How Dutch Bulb Fields
Changed Monet’s Gardening and Art

An 1886 trip to Holland had a profound impact on Monet’s painting and gardening, as explained by Vivian Russell in Monet’s Garden: Through the Seasons at Giverny:

How Dutch Bulb Fields Changed Monet’s Gardening and Art – www.OldHouseGardens.com
Tulip Fields at Sassenheim, 1886

“The Dutch tulip fields stretched before him in sheets and blocks of color that formed a bold, brilliant mosaic that no painter, Dutch or otherwise, had ever attempted to capture on canvas before. In a letter, Monet spoke of these ‘enormous fields in full bloom; it’s admirable, but enough to drive a poor painter crazy – impossible to render with our poor colors.’

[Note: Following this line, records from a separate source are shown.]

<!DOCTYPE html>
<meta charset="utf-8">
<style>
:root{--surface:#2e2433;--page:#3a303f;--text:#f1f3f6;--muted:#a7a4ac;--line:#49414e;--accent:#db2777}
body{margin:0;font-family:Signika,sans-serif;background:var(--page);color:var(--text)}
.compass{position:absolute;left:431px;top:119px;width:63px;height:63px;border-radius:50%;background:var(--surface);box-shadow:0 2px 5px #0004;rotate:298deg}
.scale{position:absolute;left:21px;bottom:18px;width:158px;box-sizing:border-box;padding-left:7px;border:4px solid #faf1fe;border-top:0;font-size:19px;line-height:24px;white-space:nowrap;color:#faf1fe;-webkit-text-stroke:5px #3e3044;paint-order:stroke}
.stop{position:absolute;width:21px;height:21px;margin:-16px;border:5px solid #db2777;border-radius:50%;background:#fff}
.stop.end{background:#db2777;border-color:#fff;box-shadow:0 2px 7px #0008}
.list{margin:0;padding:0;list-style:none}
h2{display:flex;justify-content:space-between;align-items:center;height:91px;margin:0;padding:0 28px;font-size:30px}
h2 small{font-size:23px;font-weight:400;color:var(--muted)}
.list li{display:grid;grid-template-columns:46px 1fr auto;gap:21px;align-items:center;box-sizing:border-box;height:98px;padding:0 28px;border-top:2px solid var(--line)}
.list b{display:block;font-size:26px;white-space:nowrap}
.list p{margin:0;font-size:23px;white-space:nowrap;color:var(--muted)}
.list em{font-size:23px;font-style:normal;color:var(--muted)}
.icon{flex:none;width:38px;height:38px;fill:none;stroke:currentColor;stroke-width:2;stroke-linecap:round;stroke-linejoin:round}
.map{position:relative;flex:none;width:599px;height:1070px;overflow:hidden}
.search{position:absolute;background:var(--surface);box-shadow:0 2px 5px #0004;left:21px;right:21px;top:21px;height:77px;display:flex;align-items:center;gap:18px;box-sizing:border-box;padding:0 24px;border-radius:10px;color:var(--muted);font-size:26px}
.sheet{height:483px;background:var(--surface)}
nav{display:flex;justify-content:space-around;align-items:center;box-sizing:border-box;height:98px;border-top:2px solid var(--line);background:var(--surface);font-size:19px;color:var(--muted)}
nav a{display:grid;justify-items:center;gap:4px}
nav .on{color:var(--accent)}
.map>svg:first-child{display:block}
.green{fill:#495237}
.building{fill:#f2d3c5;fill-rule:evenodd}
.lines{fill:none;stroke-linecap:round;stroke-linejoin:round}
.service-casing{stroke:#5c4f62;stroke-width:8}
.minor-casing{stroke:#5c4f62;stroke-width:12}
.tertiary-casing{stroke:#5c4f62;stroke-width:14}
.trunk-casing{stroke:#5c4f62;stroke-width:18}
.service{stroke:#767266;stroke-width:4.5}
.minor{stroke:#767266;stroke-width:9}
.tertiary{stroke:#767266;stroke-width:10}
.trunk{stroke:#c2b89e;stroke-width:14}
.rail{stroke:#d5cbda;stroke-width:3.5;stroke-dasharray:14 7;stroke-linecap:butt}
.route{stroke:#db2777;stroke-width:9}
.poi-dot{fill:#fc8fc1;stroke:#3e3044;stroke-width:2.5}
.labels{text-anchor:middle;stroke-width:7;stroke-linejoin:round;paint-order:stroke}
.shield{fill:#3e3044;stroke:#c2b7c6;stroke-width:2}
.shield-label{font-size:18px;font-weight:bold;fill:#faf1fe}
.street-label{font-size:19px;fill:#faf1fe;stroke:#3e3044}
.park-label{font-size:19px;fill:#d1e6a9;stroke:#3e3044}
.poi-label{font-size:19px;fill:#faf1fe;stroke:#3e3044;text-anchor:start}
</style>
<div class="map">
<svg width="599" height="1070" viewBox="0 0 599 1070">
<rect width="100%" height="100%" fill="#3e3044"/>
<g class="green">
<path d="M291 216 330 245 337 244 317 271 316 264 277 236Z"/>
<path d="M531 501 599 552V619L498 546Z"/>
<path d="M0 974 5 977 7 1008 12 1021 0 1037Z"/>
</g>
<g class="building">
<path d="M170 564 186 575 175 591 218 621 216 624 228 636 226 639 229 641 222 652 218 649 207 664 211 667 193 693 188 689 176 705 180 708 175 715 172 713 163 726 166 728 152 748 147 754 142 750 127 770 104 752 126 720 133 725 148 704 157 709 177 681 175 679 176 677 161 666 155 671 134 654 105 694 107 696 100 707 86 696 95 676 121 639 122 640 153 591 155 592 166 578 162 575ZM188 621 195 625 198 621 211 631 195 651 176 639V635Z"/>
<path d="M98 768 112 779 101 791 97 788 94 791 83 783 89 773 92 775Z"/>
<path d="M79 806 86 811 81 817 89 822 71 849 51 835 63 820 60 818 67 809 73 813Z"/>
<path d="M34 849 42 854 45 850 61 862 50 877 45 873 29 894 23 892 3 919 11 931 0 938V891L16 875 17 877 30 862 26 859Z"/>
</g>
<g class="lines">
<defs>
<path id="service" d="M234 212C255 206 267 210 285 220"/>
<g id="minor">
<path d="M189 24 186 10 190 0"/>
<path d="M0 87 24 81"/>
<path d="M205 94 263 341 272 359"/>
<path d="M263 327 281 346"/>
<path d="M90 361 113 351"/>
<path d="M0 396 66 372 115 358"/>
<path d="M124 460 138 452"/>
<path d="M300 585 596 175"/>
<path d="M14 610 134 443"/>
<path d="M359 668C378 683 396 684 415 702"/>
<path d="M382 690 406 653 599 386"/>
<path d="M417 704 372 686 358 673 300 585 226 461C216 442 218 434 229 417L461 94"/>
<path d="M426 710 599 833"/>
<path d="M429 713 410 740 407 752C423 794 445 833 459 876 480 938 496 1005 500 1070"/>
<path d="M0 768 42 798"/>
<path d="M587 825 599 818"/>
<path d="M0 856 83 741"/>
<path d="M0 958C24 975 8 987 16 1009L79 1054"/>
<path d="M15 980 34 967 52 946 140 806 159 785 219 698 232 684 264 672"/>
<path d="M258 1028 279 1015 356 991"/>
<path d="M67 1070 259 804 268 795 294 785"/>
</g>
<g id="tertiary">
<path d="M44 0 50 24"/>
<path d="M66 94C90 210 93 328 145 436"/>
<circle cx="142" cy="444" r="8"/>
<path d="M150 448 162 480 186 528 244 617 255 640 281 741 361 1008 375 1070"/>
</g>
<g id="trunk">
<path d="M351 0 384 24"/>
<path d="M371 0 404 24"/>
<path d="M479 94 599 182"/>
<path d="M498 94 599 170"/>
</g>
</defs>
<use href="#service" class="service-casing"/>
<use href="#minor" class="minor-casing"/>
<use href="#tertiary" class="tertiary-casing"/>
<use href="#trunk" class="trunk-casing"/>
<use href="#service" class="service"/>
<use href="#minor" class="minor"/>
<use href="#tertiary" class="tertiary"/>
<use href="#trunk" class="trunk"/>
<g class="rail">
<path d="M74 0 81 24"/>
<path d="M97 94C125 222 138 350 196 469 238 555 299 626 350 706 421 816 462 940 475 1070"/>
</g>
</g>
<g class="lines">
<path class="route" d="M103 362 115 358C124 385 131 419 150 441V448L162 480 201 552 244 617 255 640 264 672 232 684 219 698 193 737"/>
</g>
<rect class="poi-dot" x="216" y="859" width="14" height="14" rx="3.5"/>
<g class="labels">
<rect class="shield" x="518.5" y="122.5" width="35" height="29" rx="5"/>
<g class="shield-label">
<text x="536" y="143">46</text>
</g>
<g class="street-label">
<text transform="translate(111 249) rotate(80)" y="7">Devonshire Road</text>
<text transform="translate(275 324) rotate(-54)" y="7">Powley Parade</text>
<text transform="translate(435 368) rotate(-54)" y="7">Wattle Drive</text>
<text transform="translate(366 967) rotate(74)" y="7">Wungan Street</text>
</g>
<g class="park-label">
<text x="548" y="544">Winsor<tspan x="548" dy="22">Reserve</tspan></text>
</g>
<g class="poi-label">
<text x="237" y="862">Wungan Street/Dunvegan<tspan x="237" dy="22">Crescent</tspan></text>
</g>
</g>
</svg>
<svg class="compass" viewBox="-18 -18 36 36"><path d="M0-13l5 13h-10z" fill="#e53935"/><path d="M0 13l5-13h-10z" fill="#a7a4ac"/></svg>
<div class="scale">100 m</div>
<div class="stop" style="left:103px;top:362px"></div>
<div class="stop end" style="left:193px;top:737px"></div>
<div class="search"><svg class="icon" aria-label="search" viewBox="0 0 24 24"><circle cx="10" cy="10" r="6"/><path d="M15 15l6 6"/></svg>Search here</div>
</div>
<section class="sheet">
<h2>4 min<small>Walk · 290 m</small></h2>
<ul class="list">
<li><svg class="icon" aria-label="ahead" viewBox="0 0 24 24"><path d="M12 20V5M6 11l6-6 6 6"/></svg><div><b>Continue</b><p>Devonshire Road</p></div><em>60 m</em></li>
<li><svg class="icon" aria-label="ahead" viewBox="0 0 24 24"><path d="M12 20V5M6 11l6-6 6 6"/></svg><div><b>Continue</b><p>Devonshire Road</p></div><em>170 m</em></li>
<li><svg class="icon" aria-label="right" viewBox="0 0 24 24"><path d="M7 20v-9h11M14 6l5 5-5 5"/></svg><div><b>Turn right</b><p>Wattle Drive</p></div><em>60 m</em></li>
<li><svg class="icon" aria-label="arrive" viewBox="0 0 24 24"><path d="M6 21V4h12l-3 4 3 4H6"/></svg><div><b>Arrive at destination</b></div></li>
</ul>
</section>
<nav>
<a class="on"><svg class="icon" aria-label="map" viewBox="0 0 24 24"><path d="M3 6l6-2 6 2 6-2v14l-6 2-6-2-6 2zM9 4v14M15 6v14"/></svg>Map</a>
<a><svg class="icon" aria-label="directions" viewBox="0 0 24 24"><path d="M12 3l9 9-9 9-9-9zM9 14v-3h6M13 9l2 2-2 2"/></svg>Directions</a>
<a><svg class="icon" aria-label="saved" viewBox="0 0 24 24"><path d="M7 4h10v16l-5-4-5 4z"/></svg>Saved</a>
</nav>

“Not one to let a challenge pass, he took up his brushes and in twelve days produced five canvases. Infused with sunlight, blue sky, and white clouds, his red and yellow tulip fields shone luminously.

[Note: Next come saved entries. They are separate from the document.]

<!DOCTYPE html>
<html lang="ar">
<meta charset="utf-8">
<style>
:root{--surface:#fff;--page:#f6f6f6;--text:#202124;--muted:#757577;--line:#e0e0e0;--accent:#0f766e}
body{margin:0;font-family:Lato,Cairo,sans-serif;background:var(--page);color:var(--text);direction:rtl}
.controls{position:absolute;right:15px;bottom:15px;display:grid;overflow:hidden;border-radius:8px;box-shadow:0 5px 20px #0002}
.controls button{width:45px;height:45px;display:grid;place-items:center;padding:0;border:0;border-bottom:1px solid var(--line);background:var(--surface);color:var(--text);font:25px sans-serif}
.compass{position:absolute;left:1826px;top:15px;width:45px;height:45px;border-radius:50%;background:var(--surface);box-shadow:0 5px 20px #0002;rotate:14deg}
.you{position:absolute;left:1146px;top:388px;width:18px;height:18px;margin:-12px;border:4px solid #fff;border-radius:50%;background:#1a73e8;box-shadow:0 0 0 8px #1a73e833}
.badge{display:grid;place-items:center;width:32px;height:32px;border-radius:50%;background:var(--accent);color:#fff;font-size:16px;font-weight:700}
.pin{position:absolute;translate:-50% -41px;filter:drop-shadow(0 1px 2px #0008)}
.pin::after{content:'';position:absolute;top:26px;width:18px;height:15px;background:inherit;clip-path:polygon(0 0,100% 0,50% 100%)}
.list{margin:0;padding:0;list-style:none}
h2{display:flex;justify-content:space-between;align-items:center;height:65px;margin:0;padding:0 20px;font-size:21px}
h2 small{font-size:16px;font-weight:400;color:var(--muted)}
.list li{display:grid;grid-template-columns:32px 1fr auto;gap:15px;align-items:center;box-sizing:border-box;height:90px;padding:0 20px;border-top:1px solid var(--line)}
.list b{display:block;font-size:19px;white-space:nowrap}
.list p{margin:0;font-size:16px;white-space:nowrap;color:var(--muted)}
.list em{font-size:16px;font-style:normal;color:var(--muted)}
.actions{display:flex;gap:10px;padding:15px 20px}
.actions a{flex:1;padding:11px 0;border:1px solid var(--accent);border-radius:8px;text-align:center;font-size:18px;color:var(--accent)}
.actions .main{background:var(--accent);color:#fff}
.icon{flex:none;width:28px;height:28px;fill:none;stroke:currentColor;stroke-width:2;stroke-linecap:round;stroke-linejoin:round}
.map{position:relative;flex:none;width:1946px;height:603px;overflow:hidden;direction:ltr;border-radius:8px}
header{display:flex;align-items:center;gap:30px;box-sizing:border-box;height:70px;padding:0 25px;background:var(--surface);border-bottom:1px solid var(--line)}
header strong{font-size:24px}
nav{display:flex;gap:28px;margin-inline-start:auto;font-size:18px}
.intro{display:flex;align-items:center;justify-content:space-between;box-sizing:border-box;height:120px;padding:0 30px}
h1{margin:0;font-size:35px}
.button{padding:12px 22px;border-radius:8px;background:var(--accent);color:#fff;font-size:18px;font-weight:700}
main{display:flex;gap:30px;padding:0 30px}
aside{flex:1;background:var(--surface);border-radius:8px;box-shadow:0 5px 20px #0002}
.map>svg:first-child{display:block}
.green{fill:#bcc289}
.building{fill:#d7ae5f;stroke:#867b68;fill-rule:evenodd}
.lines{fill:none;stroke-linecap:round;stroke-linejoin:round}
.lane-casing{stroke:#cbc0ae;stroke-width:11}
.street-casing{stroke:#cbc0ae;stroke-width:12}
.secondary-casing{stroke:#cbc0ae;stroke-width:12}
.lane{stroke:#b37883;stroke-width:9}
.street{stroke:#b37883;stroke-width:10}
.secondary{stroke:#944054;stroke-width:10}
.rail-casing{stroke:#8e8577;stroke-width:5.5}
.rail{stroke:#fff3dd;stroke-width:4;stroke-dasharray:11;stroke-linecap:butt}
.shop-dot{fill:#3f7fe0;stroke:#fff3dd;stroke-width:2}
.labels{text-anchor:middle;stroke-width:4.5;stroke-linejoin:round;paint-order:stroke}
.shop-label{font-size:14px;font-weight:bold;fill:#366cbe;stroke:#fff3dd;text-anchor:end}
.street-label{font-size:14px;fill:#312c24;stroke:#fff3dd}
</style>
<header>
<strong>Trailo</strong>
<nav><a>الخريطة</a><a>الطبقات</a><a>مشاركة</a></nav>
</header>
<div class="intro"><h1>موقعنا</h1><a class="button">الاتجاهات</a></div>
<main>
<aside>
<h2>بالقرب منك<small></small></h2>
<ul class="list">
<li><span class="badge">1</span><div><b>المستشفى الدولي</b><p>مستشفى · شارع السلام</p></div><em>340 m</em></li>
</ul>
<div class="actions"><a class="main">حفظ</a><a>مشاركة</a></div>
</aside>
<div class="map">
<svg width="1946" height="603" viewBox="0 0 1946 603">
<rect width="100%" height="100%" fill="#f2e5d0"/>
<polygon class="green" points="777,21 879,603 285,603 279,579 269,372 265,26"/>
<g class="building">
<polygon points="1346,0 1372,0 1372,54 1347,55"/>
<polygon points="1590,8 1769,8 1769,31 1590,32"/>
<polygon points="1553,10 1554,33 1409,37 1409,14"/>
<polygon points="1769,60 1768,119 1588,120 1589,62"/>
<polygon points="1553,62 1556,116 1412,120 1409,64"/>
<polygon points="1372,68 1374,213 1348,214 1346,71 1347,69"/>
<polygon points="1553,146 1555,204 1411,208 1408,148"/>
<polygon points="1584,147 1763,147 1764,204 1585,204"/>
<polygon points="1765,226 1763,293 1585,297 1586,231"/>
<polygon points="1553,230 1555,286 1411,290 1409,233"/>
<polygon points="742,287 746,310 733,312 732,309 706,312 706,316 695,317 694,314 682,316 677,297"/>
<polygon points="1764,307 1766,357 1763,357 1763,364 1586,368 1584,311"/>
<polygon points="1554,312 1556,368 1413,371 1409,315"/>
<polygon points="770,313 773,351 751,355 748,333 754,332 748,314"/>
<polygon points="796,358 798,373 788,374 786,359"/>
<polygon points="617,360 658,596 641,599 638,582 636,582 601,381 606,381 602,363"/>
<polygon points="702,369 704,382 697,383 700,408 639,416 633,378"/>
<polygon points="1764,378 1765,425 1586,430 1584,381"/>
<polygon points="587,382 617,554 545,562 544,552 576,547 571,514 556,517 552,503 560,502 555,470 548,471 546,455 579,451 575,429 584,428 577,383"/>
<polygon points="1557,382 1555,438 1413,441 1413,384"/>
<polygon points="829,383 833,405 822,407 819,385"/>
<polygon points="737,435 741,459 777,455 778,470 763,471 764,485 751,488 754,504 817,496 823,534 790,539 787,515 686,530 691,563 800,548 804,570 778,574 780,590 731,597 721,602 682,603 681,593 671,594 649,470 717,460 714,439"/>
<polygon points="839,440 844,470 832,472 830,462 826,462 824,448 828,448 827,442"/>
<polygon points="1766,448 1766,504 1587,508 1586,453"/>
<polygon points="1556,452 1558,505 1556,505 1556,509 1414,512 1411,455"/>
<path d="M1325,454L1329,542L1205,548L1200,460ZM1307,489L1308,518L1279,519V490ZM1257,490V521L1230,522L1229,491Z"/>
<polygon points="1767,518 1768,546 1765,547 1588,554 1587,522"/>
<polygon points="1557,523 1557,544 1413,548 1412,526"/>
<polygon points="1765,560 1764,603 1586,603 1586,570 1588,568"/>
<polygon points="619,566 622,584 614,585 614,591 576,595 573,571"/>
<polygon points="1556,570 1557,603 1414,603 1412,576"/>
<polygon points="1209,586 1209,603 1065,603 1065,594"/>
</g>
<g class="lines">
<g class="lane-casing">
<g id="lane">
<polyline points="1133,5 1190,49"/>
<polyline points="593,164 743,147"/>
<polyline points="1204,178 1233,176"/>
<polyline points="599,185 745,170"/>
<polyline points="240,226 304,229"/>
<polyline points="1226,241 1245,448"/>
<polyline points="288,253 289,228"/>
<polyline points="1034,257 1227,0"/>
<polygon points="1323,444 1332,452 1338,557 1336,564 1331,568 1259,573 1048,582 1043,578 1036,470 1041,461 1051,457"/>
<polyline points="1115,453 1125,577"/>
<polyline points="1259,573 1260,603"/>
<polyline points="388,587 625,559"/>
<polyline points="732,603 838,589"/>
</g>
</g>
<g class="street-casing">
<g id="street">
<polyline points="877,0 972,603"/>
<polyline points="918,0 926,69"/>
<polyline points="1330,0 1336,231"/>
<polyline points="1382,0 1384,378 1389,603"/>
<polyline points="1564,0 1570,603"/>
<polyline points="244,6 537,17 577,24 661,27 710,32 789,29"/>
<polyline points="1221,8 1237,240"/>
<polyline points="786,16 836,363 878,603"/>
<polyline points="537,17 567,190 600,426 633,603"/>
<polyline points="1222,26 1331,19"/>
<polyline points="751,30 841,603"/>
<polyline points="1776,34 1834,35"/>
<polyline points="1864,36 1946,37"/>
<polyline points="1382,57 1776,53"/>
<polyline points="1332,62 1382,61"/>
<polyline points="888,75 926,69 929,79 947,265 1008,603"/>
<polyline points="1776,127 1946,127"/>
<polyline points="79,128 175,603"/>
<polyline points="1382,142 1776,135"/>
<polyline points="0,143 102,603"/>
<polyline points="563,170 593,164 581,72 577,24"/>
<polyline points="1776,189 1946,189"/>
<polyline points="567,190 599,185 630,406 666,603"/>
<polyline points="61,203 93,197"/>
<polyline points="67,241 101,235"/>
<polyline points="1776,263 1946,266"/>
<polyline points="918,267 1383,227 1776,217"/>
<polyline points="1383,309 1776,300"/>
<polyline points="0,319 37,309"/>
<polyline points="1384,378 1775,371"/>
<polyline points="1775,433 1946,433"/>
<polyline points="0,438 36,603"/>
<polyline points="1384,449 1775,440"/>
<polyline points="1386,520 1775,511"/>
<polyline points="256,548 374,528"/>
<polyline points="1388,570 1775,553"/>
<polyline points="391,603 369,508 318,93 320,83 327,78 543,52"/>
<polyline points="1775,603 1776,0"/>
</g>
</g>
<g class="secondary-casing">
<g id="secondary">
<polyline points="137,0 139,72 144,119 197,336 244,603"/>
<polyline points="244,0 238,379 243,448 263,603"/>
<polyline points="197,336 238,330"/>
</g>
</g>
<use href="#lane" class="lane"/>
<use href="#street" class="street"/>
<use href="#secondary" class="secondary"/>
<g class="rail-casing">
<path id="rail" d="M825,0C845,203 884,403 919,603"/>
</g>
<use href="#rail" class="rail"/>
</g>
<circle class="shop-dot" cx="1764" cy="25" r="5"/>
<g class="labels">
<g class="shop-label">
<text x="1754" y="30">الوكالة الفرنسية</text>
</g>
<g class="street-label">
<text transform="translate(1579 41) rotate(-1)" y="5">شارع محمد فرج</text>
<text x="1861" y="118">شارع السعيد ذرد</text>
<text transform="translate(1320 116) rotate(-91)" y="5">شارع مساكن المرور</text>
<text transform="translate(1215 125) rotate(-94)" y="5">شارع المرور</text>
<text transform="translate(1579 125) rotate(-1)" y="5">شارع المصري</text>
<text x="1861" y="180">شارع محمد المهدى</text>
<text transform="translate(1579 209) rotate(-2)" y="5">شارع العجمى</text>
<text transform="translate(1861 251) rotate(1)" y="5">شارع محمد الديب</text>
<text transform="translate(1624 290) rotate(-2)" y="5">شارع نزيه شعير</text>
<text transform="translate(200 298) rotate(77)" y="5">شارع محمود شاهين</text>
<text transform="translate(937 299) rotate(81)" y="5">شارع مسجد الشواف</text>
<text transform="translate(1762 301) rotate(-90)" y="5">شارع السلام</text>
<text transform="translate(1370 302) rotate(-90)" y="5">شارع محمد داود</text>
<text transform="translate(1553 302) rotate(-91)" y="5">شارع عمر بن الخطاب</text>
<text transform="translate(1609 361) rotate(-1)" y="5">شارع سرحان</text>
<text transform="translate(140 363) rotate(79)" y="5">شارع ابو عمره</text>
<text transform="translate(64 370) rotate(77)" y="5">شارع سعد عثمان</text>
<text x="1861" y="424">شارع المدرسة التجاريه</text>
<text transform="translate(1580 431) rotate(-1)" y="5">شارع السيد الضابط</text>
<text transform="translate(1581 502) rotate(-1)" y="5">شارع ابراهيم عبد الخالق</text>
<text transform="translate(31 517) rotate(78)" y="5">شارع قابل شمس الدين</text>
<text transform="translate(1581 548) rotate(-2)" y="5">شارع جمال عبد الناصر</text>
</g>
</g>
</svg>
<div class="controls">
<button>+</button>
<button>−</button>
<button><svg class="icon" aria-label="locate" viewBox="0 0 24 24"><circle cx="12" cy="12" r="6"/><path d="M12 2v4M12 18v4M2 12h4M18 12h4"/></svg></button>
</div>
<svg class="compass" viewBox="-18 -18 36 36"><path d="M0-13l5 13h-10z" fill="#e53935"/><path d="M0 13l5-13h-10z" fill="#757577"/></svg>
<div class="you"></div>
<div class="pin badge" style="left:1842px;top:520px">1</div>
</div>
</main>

“The bulb growers’ technique of strengthening the bulbs by picking off the flower heads just at their peak also impressed him. There were piles of these blooms on the banks of the canals. What struck Monet was that ‘on these little canals we see spots of yellow, like colored rafts in the blue reflection of the sky.’ The image of flowers floating on a mirror of water would obsess him for the rest of his life.

How Dutch Bulb Fields Changed Monet’s Gardening and Art – www.OldHouseGardens.com
The Artist's Garden at Giverny, 1900

“Using the tulip fields as a point of departure, he began recreating the effect of these concentrated splashes of color [in his gardens at Giverny] by making long rectangular beds planted with one variety of flower giving a solid block of color. Occasionally he would mix flowers to give various color harmonies. This became the theme and variations of the flower garden, with new plants and color schemes being added all the time – blocks of yellow marigolds, for instance; long, wide lines of blue irises; gladioli in one color or a mixture of two; Japanese anemones in whites and pinks; mauve and orange snapdragons together.

“To allow him to expand and experiment with an even greater variety of colors and plants all at once, he created smaller versions of these long beds, his famous ‘paintbox beds,’ thirty-eight in all, laid out in pairs from the top of the garden to the bottom. The gardeners [today] always refer to them affectionately as les tombes because they are the same size and shape as a grave, but it is not known whether that was Monet’s nickname for them, too. Each one was planted seasonally with different annuals or biennials in specifically chosen colors, laid side by side, like daubs of color on a palette or on one of his canvases.”